Iraqi budget crunch slowing US troops decision
By LARA JAKES and QASSIM ABDUL-ZAHRA, Associated Press
Sep 21, 2011 11:48 AM CDT
In this Tuesday, Sept. 20, 2011 photo, deputy Prime Minister Hussain al-Shahristani speaks during an interview in Baghdad. Al-Shahristani said there's no way to estimate how many troops would be asked to stay, or what exactly they will be doing, until parliament passes its $110 billion spending plan...   (Associated Press)

Budget battles are the latest roadblock delaying a decision by Baghdad on how many U.S. troops it might request stay in Iraq, although a top government official predicts the American military will remain as a training force beyond a year-end departure deadline.

Deputy Prime Minister Hussain al-Shahristani said there's no way to estimate how many troops would be asked to stay, or what exactly they will be doing, until parliament passes its $110 billion spending plan for 2012.

Iraq's Cabinet could tentatively sign off on the budget as early as next week, but parliament has until the end of the year to approve it.

"We are on a very tight budget," al-Shahristani said in an Associated Press interview Tuesday. But once the spending plan is settled, "then the Cabinet, and then I expect also the parliament, will approve that training program along with the purchase of the equipment."

Despite the delays, the comments by al-Shahristani, a major figure in Iraq's Shiite political leadership, were one of the most certain signs yet that Baghdad has decided to seek some sort of U.S. presence, likely numbering several thousand. With about three months before the deadline, U.S. leaders are increasingly agitated with Iraq's reluctance to say whether it will ask U.S. troops to stay beyond the Dec. 31 departure date required by a 2008 security agreement between Washington and Baghdad.

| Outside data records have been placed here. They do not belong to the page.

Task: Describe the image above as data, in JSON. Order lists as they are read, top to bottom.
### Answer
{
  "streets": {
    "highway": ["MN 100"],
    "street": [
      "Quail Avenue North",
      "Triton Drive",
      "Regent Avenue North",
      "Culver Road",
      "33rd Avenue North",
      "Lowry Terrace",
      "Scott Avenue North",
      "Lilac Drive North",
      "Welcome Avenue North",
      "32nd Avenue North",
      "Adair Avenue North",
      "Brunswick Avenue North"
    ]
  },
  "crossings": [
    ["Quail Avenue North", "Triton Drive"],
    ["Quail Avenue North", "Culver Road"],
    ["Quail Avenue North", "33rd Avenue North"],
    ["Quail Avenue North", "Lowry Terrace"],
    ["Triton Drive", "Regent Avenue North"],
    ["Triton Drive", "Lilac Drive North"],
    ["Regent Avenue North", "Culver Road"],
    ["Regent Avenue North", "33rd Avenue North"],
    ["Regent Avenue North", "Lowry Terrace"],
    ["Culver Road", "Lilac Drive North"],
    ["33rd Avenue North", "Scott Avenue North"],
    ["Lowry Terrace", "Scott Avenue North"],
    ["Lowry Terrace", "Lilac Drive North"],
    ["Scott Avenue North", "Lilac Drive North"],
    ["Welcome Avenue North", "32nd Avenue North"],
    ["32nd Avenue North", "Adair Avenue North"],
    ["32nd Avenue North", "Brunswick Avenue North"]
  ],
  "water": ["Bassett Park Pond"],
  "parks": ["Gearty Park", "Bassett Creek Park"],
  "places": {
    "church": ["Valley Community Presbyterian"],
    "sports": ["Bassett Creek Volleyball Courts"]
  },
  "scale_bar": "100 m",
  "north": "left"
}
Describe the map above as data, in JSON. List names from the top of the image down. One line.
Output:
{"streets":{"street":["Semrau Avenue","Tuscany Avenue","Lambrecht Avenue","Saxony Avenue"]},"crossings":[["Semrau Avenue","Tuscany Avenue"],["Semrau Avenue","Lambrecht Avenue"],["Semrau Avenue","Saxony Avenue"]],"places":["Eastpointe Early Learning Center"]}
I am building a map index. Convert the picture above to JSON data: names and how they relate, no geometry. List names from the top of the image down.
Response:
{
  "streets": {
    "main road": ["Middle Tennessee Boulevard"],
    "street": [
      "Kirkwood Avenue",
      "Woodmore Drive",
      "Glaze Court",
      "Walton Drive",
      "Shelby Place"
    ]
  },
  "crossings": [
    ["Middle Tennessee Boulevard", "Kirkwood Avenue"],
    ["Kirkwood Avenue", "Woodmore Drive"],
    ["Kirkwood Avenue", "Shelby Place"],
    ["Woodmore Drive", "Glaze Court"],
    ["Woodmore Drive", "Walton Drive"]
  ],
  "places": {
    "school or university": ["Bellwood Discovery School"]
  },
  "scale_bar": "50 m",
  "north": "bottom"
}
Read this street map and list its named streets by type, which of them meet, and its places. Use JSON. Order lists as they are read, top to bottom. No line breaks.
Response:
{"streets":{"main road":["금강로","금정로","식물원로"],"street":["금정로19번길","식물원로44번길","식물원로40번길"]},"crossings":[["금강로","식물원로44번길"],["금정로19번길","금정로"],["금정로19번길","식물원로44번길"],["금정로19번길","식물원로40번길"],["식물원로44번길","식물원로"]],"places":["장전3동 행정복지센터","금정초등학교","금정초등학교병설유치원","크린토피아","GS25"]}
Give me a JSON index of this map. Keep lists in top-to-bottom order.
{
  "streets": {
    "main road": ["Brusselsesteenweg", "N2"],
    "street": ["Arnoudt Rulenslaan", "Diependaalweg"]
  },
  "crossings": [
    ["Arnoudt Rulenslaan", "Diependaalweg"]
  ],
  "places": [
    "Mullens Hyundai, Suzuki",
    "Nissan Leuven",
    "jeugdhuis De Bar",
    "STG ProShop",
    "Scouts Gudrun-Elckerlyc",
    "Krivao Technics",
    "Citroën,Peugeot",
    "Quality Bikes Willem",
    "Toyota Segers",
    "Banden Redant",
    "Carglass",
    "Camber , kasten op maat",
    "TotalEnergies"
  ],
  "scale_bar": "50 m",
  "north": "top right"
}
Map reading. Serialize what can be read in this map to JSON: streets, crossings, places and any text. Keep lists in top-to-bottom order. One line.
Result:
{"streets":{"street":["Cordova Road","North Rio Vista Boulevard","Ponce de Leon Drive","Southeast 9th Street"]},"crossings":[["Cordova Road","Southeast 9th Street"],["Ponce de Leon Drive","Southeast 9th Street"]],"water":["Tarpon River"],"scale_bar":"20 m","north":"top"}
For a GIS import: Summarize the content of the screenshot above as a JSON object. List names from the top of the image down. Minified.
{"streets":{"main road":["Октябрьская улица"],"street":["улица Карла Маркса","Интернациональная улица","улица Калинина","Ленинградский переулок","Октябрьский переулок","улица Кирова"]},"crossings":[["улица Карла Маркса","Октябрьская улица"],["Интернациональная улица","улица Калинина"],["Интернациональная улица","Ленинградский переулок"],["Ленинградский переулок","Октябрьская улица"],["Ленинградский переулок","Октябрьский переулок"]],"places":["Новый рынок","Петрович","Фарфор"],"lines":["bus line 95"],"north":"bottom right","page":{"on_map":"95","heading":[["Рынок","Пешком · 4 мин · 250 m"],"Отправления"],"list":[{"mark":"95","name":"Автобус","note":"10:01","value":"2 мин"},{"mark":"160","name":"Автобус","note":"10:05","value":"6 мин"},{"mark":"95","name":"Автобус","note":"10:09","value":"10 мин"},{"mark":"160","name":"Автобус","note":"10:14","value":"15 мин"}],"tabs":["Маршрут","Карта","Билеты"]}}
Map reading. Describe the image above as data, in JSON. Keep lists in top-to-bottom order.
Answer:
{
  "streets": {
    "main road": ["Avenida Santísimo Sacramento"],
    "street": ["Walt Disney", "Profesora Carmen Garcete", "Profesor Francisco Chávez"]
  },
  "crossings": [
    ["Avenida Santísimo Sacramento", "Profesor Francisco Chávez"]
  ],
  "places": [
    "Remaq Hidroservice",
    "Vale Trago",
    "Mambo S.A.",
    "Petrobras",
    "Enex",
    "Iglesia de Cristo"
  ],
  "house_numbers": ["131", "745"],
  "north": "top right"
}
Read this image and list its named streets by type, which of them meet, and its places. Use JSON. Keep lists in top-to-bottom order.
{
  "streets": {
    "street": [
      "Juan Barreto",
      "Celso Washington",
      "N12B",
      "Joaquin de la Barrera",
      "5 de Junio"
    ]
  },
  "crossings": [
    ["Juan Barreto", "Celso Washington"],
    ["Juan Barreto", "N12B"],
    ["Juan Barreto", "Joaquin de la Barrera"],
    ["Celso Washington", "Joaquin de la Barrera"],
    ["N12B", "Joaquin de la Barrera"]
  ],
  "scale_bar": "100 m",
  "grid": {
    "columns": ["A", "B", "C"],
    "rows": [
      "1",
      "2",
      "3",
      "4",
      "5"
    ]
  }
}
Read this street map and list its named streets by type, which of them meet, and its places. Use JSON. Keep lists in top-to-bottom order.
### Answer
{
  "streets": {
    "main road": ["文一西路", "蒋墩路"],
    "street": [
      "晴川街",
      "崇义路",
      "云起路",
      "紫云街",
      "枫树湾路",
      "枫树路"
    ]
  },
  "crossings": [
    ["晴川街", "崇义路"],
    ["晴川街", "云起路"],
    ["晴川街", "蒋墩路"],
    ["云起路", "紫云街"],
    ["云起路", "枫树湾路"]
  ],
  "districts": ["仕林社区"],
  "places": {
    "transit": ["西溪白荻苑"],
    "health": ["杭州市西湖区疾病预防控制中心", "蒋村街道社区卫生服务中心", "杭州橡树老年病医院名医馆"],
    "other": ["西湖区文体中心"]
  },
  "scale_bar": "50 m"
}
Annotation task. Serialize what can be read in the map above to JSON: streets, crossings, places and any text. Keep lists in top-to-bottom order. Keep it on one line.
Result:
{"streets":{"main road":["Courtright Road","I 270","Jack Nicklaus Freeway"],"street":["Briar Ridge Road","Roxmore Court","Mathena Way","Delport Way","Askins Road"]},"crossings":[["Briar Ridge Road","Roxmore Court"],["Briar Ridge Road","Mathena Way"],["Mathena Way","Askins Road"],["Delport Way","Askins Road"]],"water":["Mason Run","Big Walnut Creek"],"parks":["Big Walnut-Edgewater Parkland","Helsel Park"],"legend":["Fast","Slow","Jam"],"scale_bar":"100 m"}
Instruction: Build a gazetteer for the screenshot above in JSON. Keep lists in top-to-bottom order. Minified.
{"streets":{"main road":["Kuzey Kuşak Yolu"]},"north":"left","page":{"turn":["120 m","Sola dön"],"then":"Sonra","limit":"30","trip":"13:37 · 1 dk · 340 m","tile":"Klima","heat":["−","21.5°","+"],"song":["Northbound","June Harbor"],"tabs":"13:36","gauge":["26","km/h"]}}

Iraqi officials have been torn between their needs for U.S. help in security and public pressure for the Americans to leave _ particularly from Shiite militants who threaten violence if they stay.

There are currently 44,500 U.S. troops in Iraq, due to fall to 40,000 by the end of the month, according to U.S. Joint Chiefs Chairman Adm. Mike Mullen. Starting in October, an estimated 1,000 troops will leave daily.

American officials said Iraq's government has not told them exactly what a continued U.S. military presence would do.

Al-Shahristani, an English-speaking Shiite seen as a possible successor to Prime Minister Nouri al-Maliki, said one task American troops won't be asked to continue is joint patrols with Iraqi forces.

"We are very confident that we have enough trained forces in the country to deal with any terrorist activities or disturbances in Iraq," he said.

But he called it "extremely important" that Americans help in a training program, particularly for Iraq's nascent air and naval forces to protect its airspace and oil terminals in the Persian Gulf.

The mission's size would depend in part on Iraqi defense purchases, including billions of dollars worth of fighter jets and patrol ships Iraq is buying from American manufacturers.

Iraq's Defense Ministry has not told its own government what equipment it needs, said al-Shahristani.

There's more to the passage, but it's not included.